Data provided:
+-------+
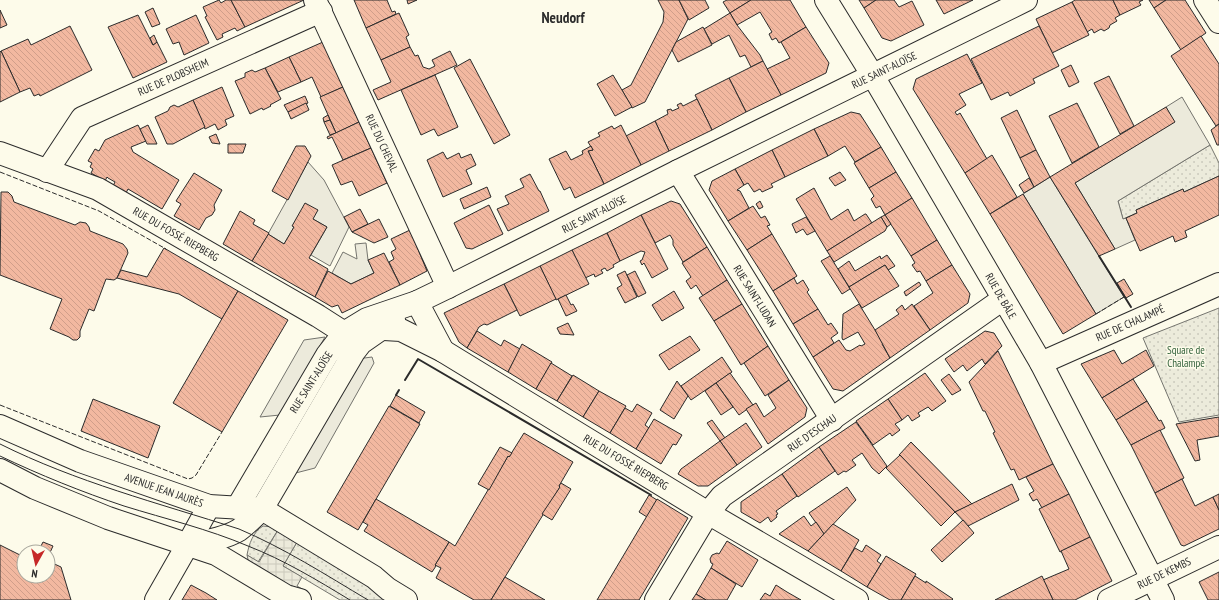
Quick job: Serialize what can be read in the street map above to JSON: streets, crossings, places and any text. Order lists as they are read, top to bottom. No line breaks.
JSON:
{"streets":{"street":["RUE SAINT-ALOÏSE","RUE DE PLOBSHEIM","RUE DU CHEVAL","RUE DU FOSSÉ RIEPBERG","RUE SAINT-LUDAN","RUE DE BÂLE","RUE DE CHALAMPÉ","RUE D'ESCHAU","AVENUE JEAN JAURÈS","RUE DE KEMBS"]},"crossings":[["RUE SAINT-ALOÏSE","RUE DU CHEVAL"],["RUE SAINT-ALOÏSE","RUE DU FOSSÉ RIEPBERG"],["RUE SAINT-ALOÏSE","RUE SAINT-LUDAN"],["RUE SAINT-ALOÏSE","RUE DE BÂLE"],["RUE SAINT-ALOÏSE","AVENUE JEAN JAURÈS"],["RUE DE PLOBSHEIM","RUE DU CHEVAL"],["RUE DE PLOBSHEIM","RUE DU FOSSÉ RIEPBERG"],["RUE DU FOSSÉ RIEPBERG","RUE D'ESCHAU"],["RUE SAINT-LUDAN","RUE D'ESCHAU"],["RUE DE BÂLE","RUE DE CHALAMPÉ"],["RUE DE BÂLE","RUE D'ESCHAU"],["RUE DE BÂLE","RUE DE KEMBS"]],"districts":["Neudorf"],"parks":["Square de Chalampé"],"north":"bottom"}
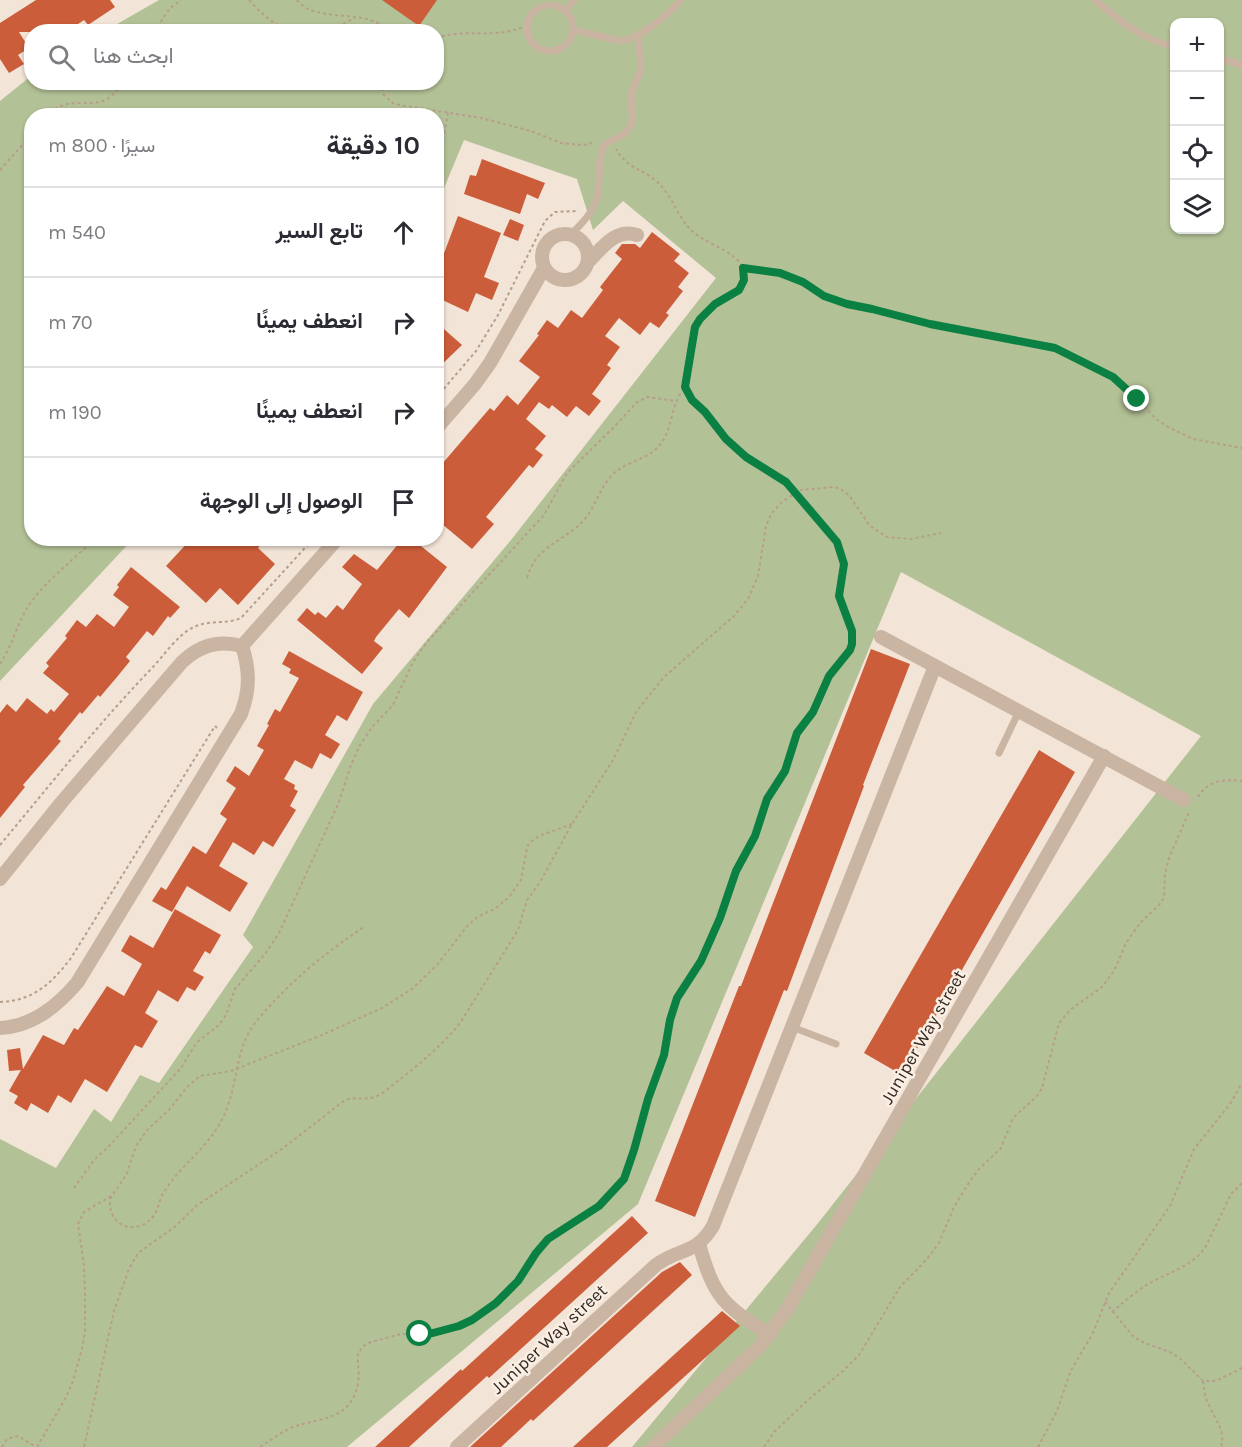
+-------+
Task brief:
Please retype the data exactly. The pictures do not go in.

Output for this task:
Quick job: Serialize what can be read in the street map above to JSON: streets, crossings, places and any text. Order lists as they are read, top to bottom. No line breaks.
JSON:
{"streets":{"street":["RUE SAINT-ALOÏSE","RUE DE PLOBSHEIM","RUE DU CHEVAL","RUE DU FOSSÉ RIEPBERG","RUE SAINT-LUDAN","RUE DE BÂLE","RUE DE CHALAMPÉ","RUE D'ESCHAU","AVENUE JEAN JAURÈS","RUE DE KEMBS"]},"crossings":[["RUE SAINT-ALOÏSE","RUE DU CHEVAL"],["RUE SAINT-ALOÏSE","RUE DU FOSSÉ RIEPBERG"],["RUE SAINT-ALOÏSE","RUE SAINT-LUDAN"],["RUE SAINT-ALOÏSE","RUE DE BÂLE"],["RUE SAINT-ALOÏSE","AVENUE JEAN JAURÈS"],["RUE DE PLOBSHEIM","RUE DU CHEVAL"],["RUE DE PLOBSHEIM","RUE DU FOSSÉ RIEPBERG"],["RUE DU FOSSÉ RIEPBERG","RUE D'ESCHAU"],["RUE SAINT-LUDAN","RUE D'ESCHAU"],["RUE DE BÂLE","RUE DE CHALAMPÉ"],["RUE DE BÂLE","RUE D'ESCHAU"],["RUE DE BÂLE","RUE DE KEMBS"]],"districts":["Neudorf"],"parks":["Square de Chalampé"],"north":"bottom"}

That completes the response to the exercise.